Our research has shown several key challenges that underpin the ability of staff to use digital technologies effectively within the curriculum, many of which have been referenced elsewhere in this guide:
- The environment must be capable of supporting a digitally enhanced curriculum
- Staff need the skills and confidence to make the most of the technologies available
- Learners have much to contribute if they are appropriately engaged and empowered
- Bringing all of these aspects together requires a holistic approach to developing your digital vision and strategy
Three elements that significantly contribute to successfully embedding the use of technology to enhance learning are:
We provide extensive guidance on each of these topics based on research and can offer practical examples of how others have used technology to address specific challenges.
The range of available technologies presents almost limitless opportunities to embed technology within the curriculum. The purpose and pedagogical intent must be clear, the application relevant and authentic.
The case studies below and elsewhere in this guide show how providers are using technology to extend learning, engage and motivate learners, create collaborative learning experiences for learners working from different locations, provide opportunities for learners to practice and develop their skills, record achievements, fit learning around their work and other commitments and receive responsive support.
Some of the cases studies include examples of providers who are creating their own digital resources for learners. This can address gaps in content for specialist curricula and also offers a powerful, project-based approach to develop staff digital capabilities and engage staff in embedding digital activities within their practice.
However, there are also many ready-made digital resources that are available and designed to serve common curriculum needs. These include resources created by funded programmes and projects such as the Education and Training Foundation Learning Futures programme, open educational resources (OERs) - resources designed by their creators to be publicly shared, resources created by communities of practice or collaborative consortia such as the Blended Learning Consortium as well as those commercially produced. See further resources for a small selection of links to learner-focused digital resources.
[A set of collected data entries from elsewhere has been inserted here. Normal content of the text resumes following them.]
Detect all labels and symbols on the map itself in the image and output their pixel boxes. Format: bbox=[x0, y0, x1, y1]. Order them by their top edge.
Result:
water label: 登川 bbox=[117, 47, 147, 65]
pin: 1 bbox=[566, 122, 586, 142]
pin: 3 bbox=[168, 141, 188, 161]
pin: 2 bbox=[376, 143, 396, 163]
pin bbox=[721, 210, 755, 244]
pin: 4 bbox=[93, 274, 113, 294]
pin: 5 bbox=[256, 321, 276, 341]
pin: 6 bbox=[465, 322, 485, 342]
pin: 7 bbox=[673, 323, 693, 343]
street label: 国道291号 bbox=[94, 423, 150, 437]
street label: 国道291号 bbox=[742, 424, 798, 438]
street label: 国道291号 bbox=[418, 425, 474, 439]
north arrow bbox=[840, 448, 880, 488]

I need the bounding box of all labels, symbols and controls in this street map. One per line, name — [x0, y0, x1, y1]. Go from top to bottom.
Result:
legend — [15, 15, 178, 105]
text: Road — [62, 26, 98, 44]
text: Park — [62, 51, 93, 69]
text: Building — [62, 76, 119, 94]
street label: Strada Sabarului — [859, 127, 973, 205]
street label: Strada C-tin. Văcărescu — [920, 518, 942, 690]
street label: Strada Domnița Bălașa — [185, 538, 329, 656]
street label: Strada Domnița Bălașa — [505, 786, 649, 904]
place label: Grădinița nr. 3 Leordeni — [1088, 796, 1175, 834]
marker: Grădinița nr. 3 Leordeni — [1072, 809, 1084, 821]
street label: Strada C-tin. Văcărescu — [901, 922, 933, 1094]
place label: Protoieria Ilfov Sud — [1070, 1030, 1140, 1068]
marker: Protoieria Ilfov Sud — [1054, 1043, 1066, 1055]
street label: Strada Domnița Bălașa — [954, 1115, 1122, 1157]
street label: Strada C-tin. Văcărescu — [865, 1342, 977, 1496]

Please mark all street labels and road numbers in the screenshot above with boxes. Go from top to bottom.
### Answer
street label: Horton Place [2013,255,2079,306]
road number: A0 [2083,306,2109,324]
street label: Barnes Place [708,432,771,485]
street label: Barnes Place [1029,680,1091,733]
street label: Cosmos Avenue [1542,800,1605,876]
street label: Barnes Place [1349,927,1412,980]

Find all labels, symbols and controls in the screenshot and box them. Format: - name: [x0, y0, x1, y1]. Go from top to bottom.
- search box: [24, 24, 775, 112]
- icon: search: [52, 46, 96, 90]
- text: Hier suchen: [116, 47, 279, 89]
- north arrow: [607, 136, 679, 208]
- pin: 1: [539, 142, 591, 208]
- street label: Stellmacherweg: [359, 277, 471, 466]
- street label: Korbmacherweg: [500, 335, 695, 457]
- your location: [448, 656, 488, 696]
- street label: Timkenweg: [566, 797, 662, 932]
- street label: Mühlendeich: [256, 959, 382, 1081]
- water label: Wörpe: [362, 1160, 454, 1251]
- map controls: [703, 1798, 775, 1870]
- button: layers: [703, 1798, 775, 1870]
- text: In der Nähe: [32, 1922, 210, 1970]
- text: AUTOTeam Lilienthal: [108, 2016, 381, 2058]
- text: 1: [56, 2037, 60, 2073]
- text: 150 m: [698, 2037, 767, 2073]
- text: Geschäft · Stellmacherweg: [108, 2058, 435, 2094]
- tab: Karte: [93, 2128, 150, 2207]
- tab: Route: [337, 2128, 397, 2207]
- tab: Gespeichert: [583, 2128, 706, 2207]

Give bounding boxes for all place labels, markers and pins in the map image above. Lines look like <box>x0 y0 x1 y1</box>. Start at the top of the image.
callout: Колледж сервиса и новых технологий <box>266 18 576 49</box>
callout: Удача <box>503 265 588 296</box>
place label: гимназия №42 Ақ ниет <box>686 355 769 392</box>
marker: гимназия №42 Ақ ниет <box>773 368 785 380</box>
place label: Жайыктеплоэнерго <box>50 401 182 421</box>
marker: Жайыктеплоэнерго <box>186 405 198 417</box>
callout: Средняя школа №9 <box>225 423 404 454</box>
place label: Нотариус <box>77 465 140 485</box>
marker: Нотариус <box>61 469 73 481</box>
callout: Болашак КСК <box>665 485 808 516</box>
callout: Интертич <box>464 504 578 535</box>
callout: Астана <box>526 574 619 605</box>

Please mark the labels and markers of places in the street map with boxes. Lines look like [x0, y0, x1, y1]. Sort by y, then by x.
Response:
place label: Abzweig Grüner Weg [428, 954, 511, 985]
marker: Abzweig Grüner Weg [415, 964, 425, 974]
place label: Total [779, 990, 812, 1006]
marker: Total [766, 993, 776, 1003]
The case studies below are just a few examples of effective practice. Our section deliver a relevant digital curriculum within the guide to enhancing the student digital experience: a strategic approach offers further guidance, links to resources and case study examples drawn from further and higher education.
Case study: Riverside Training
Riverside Training have introduced a series of webinars as part of their curriculum to deliver knowledge to apprentices studying customer service and management. The webinars cover the mandatory knowledge units of the level two and three qualifications.
A dedicated member of staff supports the delivery of a schedule of monthly sessions, which are repeated twice each month for the learners’ convenience. Group sizes vary from six to ten delegates. Each webinar is designed to be interactive and delegates receive pre-meeting activities, get involved with discussions and polls during the webinar and have post-webinar activities to complete for their portfolios. Read the case study in full.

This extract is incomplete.